◆ **What you need to do**: Write every line of the material again exactly, with no pictures in the copy.
────────────────
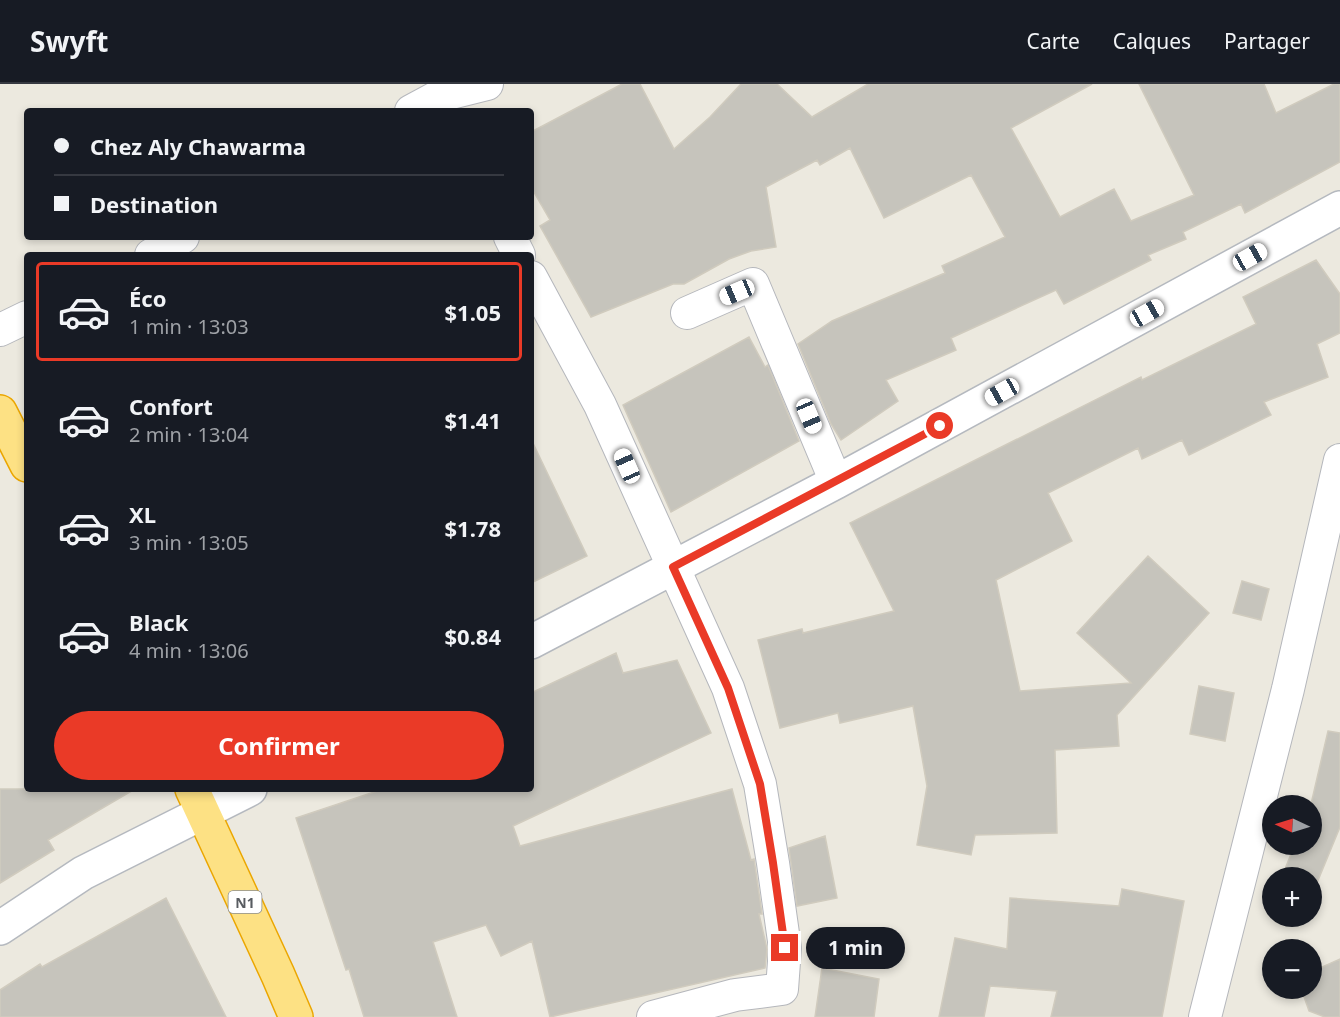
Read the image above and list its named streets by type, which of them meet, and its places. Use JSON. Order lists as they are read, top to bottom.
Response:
{
  "streets": {
    "highway": ["N1"]
  },
  "north": "left",
  "page": {
    "header": "Swyft",
    "nav": ["Carte", "Calques", "Partager"],
    "banner": ["Chez Aly Chawarma", "Destination"],
    "list": [
      {
        "name": "Éco",
        "note": "1 min · 13:03",
        "value": "$1.05"
      },
      {
        "name": "Confort",
        "note": "2 min · 13:04",
        "value": "$1.41"
      },
      {
        "name": "XL",
        "note": "3 min · 13:05",
        "value": "$1.78"
      },
      {
        "name": "Black",
        "note": "4 min · 13:06",
        "value": "$0.84"
      }
    ],
    "buttons": "Confirmer",
    "map_buttons": ["+", "−"],
    "bubble": "1 min"
  }
}
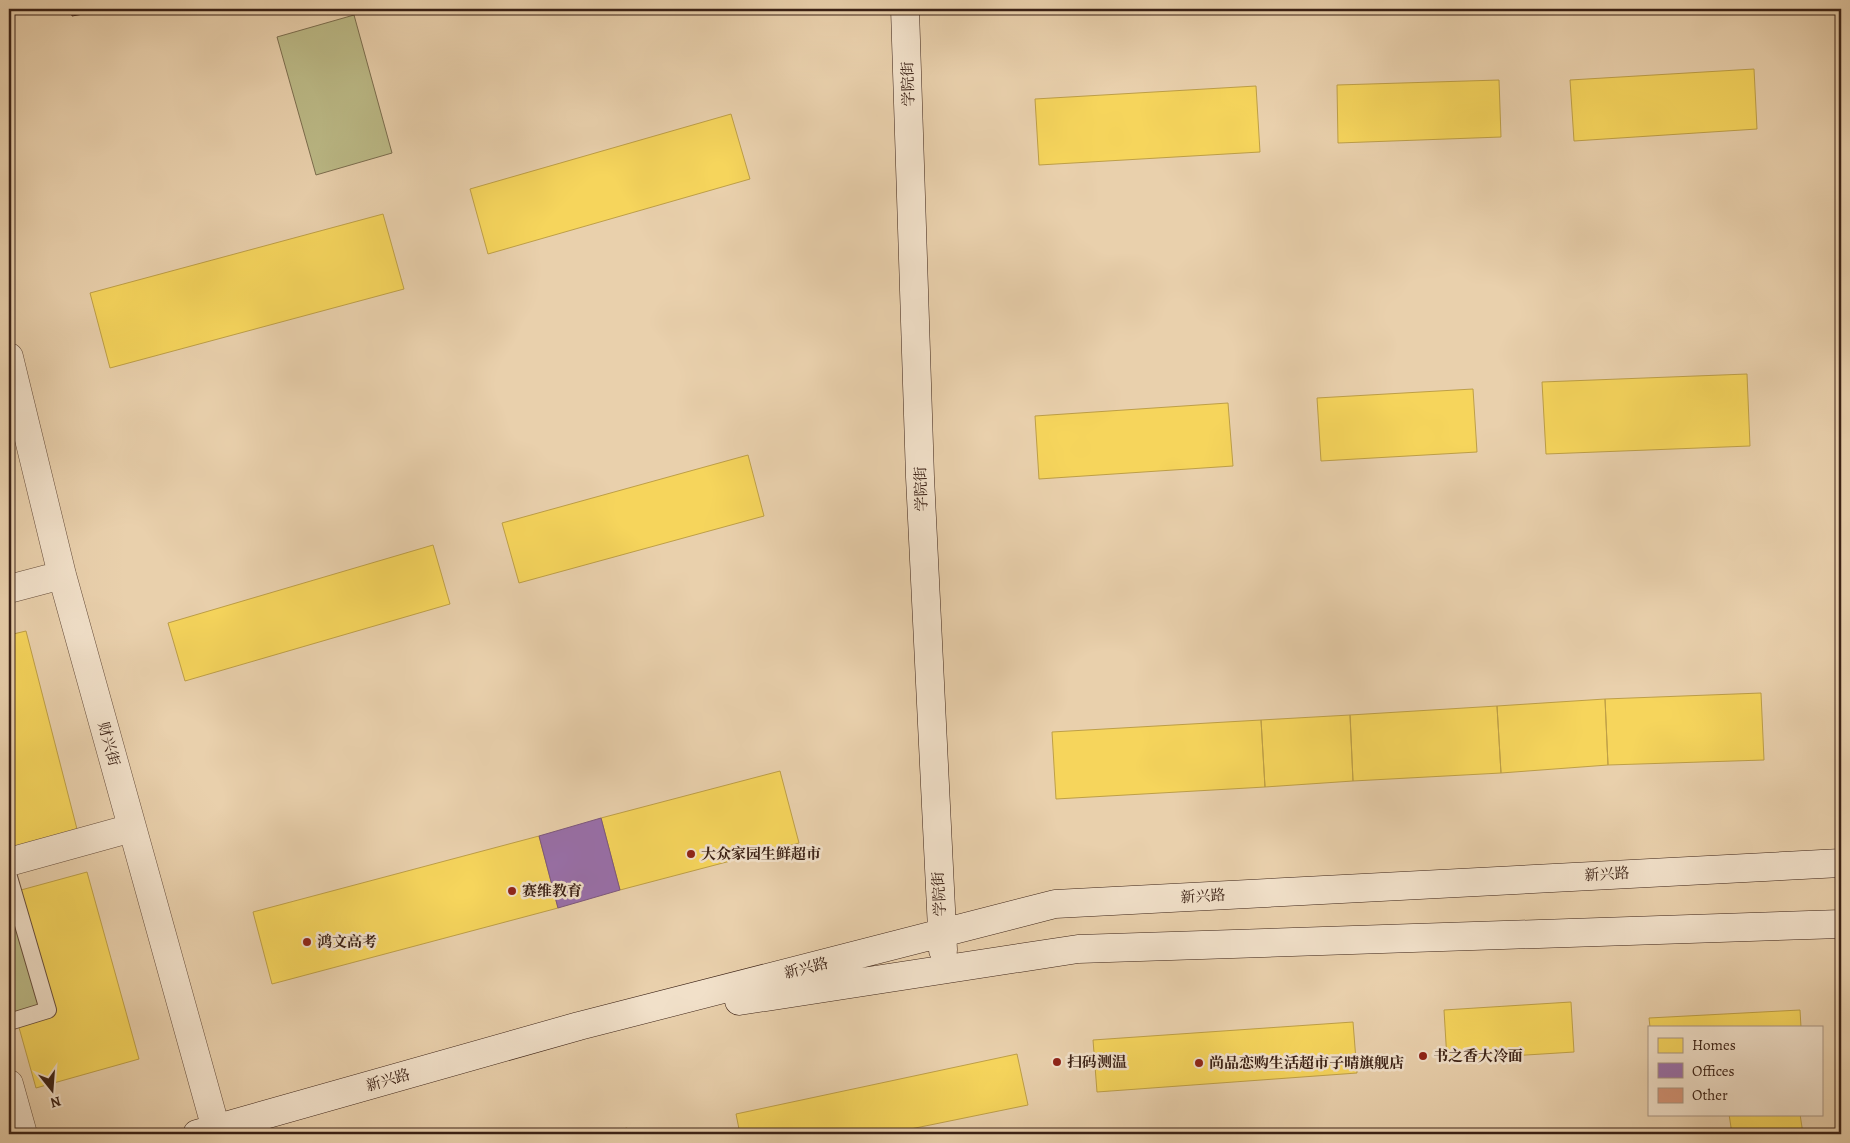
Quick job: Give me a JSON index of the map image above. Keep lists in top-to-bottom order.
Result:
{
  "streets": {
    "street": ["学院街", "财兴街", "新兴路"]
  },
  "crossings": [
    ["学院街", "新兴路"],
    ["财兴街", "新兴路"]
  ],
  "places": [
    "大众家园生鲜超市",
    "赛维教育",
    "鸿文高考",
    "书之香大冷面",
    "扫码测温",
    "尚品恋购生活超市子晴旗舰店"
  ],
  "legend": ["Homes", "Offices", "Other"],
  "north": "bottom"
}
────────────────
◆ **Written answer**:
Read the image above and list its named streets by type, which of them meet, and its places. Use JSON. Order lists as they are read, top to bottom.
Response:
{
  "streets": {
    "highway": ["N1"]
  },
  "north": "left",
  "page": {
    "header": "Swyft",
    "nav": ["Carte", "Calques", "Partager"],
    "banner": ["Chez Aly Chawarma", "Destination"],
    "list": [
      {
        "name": "Éco",
        "note": "1 min · 13:03",
        "value": "$1.05"
      },
      {
        "name": "Confort",
        "note": "2 min · 13:04",
        "value": "$1.41"
      },
      {
        "name": "XL",
        "note": "3 min · 13:05",
        "value": "$1.78"
      },
      {
        "name": "Black",
        "note": "4 min · 13:06",
        "value": "$0.84"
      }
    ],
    "buttons": "Confirmer",
    "map_buttons": ["+", "−"],
    "bubble": "1 min"
  }
}
Quick job: Give me a JSON index of the map image above. Keep lists in top-to-bottom order.
Result:
{
  "streets": {
    "street": ["学院街", "财兴街", "新兴路"]
  },
  "crossings": [
    ["学院街", "新兴路"],
    ["财兴街", "新兴路"]
  ],
  "places": [
    "大众家园生鲜超市",
    "赛维教育",
    "鸿文高考",
    "书之香大冷面",
    "扫码测温",
    "尚品恋购生活超市子晴旗舰店"
  ],
  "legend": ["Homes", "Offices", "Other"],
  "north": "bottom"
}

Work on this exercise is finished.